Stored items
########
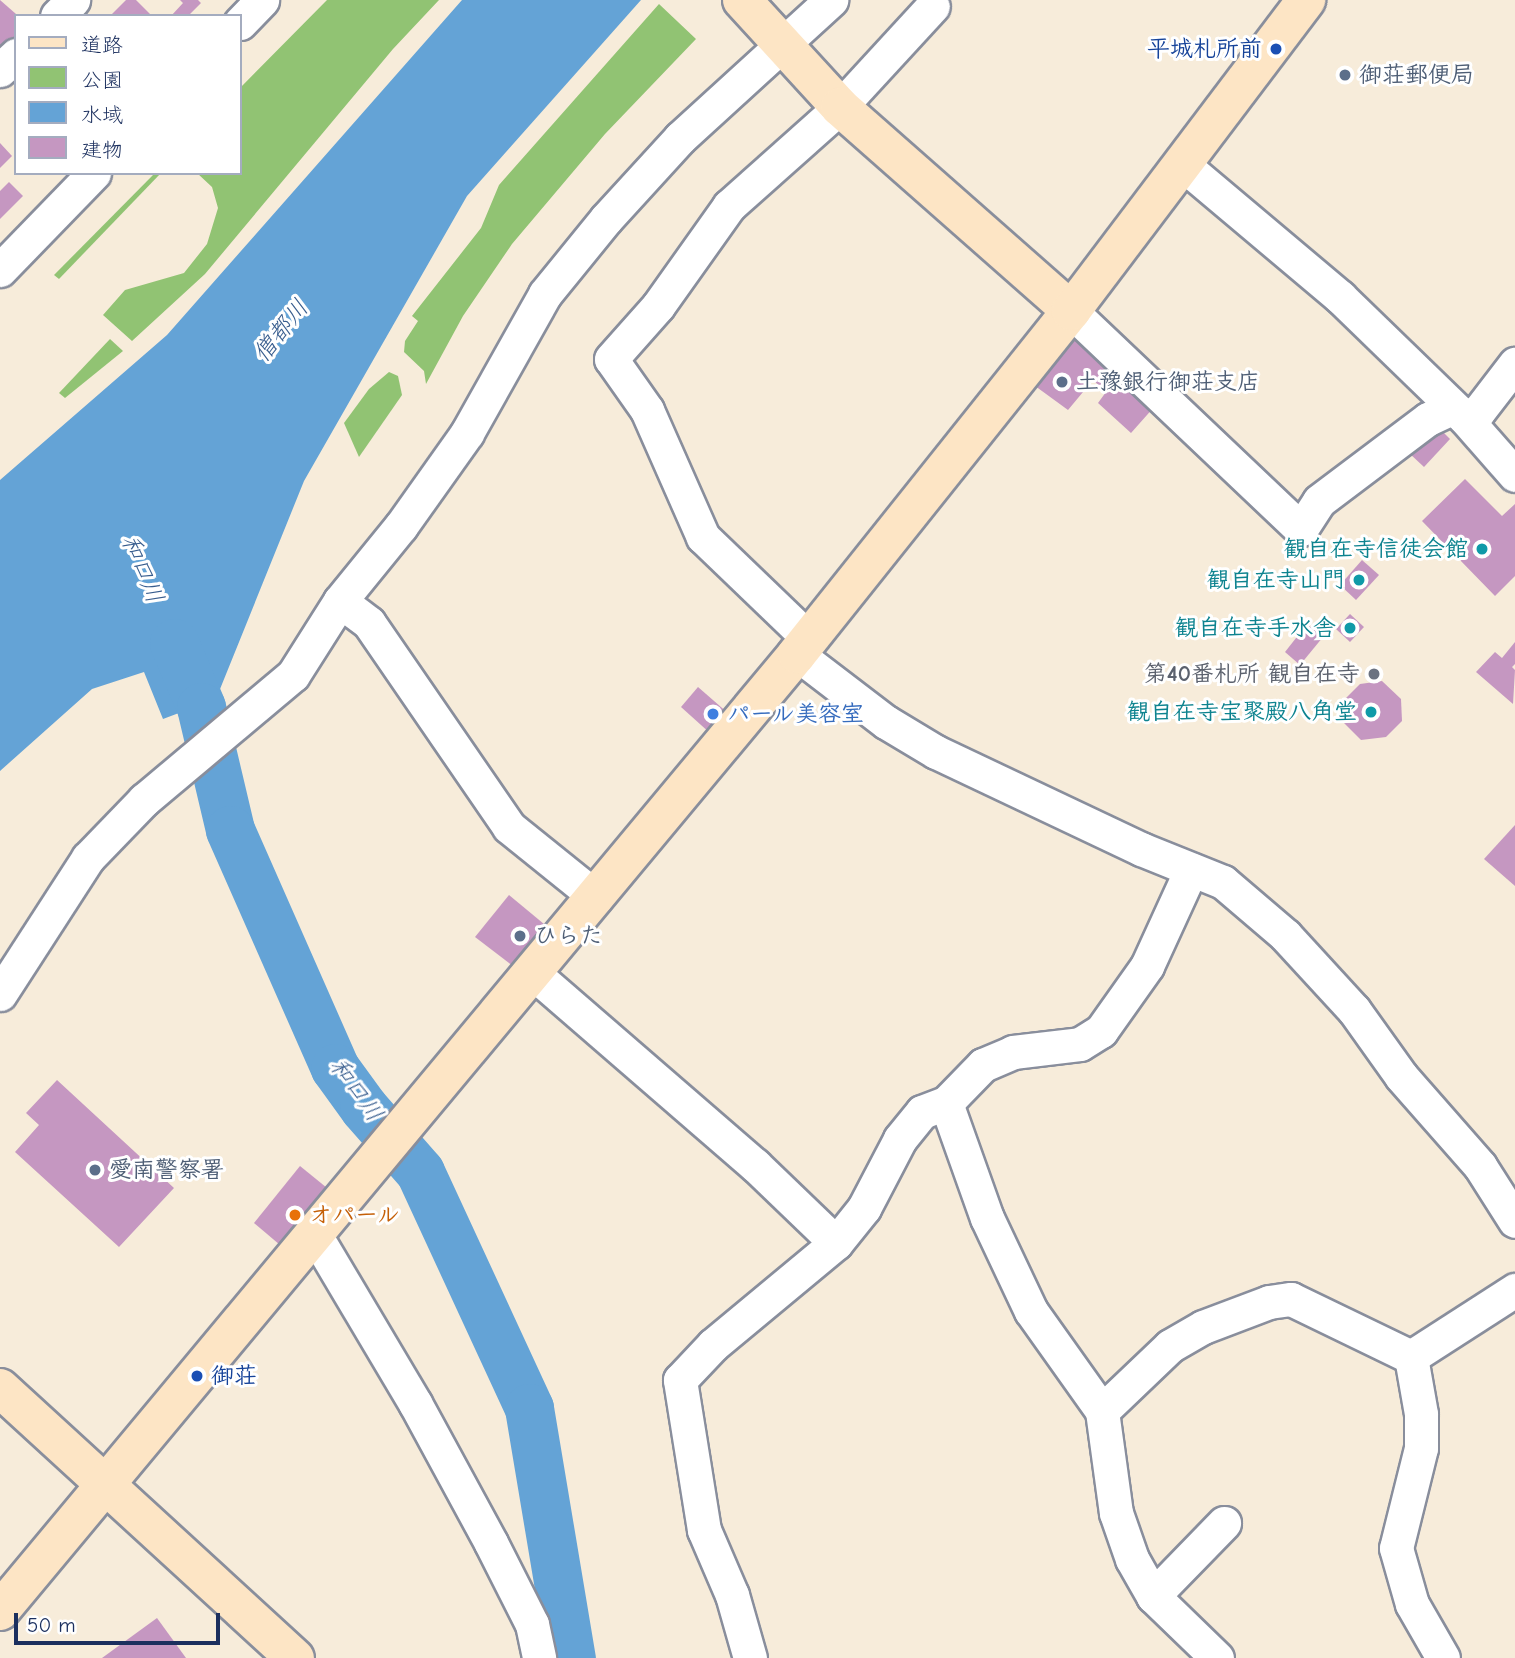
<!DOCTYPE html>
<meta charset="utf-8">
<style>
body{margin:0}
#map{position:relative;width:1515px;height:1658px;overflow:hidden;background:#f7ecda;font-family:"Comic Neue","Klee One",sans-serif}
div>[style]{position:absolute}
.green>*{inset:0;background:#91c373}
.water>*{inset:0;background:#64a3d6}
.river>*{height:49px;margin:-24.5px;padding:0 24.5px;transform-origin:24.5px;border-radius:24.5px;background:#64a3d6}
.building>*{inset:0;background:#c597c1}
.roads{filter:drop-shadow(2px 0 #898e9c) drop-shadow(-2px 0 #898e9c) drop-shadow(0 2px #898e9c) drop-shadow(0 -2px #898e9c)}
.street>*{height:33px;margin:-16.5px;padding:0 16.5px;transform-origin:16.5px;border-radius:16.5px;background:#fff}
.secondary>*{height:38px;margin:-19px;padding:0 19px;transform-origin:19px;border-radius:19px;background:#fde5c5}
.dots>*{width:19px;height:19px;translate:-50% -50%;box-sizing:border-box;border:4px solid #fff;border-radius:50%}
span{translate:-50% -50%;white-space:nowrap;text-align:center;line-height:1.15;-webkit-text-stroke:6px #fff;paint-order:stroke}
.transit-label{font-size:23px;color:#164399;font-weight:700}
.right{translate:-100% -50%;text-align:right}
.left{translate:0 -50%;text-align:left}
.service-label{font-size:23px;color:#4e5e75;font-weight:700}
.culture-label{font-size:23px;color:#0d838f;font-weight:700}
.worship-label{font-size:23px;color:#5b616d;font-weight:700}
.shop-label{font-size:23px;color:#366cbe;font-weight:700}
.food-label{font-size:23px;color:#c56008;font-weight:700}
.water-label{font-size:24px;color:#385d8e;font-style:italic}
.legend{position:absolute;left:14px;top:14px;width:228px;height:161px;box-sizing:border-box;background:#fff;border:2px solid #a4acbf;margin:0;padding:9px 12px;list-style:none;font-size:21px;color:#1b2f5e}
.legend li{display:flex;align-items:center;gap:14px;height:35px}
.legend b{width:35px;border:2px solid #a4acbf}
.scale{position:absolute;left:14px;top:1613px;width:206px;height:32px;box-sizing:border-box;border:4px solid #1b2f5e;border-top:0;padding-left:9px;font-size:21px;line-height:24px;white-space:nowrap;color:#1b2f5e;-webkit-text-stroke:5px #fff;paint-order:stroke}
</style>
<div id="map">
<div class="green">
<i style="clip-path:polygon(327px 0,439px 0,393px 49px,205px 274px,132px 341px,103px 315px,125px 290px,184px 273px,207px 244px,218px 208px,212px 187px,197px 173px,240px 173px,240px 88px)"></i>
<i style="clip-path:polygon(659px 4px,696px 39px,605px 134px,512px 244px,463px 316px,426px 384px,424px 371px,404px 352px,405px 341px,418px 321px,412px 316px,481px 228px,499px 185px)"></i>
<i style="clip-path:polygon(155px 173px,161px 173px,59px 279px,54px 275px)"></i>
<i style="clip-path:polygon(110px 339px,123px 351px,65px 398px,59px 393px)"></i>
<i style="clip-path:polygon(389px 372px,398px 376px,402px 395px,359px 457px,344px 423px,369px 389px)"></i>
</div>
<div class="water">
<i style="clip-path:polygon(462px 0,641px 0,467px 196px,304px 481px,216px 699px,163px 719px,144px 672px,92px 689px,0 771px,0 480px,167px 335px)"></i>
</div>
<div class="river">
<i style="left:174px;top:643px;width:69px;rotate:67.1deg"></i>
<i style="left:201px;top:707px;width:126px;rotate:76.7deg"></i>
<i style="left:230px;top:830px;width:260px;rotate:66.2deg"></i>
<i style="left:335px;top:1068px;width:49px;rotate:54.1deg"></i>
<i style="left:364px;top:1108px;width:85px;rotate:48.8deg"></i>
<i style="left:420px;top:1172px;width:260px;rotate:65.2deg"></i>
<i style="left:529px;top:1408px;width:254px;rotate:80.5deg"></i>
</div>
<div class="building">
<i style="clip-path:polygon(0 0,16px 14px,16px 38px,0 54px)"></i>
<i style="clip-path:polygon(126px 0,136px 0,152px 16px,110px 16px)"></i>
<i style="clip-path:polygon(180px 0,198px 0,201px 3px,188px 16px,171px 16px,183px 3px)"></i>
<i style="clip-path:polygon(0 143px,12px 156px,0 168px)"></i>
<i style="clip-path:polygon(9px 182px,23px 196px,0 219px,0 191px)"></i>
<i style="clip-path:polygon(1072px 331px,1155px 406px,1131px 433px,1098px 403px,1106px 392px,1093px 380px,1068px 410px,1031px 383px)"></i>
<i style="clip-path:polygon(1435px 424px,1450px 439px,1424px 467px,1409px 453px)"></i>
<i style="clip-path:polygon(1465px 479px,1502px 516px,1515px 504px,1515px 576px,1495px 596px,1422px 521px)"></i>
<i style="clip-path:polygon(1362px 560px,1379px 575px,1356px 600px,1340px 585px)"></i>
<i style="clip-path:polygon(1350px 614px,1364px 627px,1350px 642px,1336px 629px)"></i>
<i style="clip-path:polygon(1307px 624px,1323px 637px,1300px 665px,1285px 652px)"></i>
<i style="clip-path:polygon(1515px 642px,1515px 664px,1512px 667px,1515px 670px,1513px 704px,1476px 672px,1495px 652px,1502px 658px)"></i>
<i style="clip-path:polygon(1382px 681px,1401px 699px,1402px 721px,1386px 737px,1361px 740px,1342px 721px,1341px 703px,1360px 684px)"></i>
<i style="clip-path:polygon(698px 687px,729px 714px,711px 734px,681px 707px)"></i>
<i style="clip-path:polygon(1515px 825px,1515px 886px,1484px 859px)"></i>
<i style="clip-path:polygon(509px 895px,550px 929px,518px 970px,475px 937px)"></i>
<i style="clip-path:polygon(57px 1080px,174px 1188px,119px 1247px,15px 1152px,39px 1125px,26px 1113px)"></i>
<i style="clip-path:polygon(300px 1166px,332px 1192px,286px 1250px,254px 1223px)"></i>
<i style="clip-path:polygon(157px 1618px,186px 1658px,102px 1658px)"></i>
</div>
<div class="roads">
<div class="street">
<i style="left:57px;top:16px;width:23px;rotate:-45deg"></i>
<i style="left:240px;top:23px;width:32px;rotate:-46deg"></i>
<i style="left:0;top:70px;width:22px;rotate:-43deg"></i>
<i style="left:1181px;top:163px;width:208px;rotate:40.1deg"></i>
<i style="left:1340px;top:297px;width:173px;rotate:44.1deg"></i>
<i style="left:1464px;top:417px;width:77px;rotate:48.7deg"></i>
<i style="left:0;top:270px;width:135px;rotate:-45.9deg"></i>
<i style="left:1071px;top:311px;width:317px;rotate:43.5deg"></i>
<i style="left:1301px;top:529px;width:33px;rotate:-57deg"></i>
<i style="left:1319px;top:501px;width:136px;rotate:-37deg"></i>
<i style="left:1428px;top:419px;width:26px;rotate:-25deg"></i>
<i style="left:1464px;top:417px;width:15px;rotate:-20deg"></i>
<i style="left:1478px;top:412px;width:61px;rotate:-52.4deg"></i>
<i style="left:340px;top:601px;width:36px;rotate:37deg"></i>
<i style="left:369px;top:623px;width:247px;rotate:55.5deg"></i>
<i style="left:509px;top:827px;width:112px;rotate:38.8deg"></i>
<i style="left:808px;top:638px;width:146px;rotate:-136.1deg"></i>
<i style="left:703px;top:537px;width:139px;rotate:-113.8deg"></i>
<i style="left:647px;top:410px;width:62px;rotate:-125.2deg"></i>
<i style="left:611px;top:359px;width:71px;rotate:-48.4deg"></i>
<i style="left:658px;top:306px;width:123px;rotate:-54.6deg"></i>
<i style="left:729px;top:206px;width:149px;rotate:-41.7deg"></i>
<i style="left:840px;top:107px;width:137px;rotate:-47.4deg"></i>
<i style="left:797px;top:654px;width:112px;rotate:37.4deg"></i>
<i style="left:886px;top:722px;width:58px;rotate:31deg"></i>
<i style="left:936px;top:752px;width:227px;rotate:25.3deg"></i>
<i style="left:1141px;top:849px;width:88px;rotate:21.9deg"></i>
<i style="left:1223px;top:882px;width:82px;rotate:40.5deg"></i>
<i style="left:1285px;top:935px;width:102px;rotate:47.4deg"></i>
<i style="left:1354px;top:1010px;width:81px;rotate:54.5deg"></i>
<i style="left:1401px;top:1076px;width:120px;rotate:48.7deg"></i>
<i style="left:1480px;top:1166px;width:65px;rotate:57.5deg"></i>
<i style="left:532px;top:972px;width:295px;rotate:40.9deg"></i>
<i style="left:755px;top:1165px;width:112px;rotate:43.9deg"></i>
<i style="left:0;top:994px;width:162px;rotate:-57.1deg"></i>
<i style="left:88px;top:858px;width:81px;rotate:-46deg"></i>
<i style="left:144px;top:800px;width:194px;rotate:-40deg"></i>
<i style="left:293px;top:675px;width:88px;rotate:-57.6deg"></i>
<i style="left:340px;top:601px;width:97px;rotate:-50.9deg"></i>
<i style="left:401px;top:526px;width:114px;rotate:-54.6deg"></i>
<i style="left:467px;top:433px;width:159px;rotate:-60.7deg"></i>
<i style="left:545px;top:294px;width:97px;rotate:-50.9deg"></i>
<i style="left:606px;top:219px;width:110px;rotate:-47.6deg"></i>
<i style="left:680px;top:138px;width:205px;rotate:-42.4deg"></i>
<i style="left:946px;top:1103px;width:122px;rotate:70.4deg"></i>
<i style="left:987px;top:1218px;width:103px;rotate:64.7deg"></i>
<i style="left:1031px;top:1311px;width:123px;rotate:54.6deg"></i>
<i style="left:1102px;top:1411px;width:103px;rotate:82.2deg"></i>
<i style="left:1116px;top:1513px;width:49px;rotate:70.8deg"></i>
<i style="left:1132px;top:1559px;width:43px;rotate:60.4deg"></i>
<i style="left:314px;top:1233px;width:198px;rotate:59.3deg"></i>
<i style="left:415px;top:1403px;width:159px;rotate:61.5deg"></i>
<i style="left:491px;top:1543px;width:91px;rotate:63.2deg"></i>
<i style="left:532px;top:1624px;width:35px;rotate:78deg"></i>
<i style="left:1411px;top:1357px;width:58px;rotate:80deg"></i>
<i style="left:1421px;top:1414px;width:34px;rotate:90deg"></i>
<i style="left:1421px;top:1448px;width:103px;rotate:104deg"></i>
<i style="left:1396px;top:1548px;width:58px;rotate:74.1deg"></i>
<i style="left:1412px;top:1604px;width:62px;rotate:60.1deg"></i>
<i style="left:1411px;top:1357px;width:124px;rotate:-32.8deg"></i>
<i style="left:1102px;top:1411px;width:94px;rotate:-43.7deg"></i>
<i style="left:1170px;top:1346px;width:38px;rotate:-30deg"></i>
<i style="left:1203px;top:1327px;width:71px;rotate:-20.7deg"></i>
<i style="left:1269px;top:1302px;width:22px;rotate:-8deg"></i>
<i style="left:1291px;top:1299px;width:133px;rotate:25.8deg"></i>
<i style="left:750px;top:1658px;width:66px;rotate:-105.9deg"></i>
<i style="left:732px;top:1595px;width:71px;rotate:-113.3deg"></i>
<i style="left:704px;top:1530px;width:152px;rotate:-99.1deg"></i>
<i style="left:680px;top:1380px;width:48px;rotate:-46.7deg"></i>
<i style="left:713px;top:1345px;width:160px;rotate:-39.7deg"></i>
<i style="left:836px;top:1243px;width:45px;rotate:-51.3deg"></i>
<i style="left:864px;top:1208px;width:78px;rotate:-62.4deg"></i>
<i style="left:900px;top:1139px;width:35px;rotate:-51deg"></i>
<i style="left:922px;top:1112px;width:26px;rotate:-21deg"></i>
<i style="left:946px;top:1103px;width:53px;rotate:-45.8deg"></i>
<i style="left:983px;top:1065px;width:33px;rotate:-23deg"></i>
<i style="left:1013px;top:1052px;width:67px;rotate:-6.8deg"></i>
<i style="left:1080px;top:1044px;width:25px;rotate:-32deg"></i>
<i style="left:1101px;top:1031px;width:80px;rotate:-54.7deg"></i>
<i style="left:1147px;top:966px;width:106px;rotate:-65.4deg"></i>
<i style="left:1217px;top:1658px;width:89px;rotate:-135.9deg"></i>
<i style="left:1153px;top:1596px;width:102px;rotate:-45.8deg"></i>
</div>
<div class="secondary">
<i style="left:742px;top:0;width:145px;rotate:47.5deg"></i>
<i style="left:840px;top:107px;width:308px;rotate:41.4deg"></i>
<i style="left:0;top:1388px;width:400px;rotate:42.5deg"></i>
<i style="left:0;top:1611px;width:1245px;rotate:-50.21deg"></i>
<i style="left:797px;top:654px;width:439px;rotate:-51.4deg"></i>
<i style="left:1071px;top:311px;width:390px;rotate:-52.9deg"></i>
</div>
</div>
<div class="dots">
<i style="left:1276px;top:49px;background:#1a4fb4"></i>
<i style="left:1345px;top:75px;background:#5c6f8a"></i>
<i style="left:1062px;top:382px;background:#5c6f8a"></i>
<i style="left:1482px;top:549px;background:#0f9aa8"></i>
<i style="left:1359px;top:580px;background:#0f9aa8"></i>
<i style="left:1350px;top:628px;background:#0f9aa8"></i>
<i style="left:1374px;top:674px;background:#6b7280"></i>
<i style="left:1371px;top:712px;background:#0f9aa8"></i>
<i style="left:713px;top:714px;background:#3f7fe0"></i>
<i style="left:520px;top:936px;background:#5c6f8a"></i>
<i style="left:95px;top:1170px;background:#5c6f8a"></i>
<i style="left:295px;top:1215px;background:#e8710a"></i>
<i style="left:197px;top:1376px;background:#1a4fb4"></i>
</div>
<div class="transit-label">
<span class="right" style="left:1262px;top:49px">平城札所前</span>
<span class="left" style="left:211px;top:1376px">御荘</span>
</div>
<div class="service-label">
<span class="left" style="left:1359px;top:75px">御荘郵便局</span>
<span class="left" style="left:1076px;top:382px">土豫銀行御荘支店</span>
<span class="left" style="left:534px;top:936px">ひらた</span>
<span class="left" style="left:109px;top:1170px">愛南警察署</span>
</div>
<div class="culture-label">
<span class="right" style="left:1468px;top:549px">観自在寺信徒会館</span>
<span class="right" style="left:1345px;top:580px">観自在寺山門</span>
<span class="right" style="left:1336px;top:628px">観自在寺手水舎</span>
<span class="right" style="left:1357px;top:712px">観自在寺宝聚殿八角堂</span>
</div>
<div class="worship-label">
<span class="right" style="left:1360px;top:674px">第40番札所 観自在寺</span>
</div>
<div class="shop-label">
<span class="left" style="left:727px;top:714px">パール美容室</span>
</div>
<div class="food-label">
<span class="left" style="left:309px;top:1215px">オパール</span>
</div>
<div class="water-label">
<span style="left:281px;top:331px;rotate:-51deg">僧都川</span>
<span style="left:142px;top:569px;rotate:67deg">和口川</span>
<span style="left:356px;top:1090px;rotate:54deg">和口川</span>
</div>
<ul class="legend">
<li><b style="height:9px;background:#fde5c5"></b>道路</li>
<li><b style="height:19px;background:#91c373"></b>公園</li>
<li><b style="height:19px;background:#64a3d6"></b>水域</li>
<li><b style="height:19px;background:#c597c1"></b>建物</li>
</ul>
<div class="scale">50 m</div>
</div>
########
To do.
Every line that contains the string "river" should be returned from the data.

Exercise result.
.river>*{height:49px;margin:-24.5px;padding:0 24.5px;transform-origin:24.5px;border-radius:24.5px;background:#64a3d6}
<div class="river">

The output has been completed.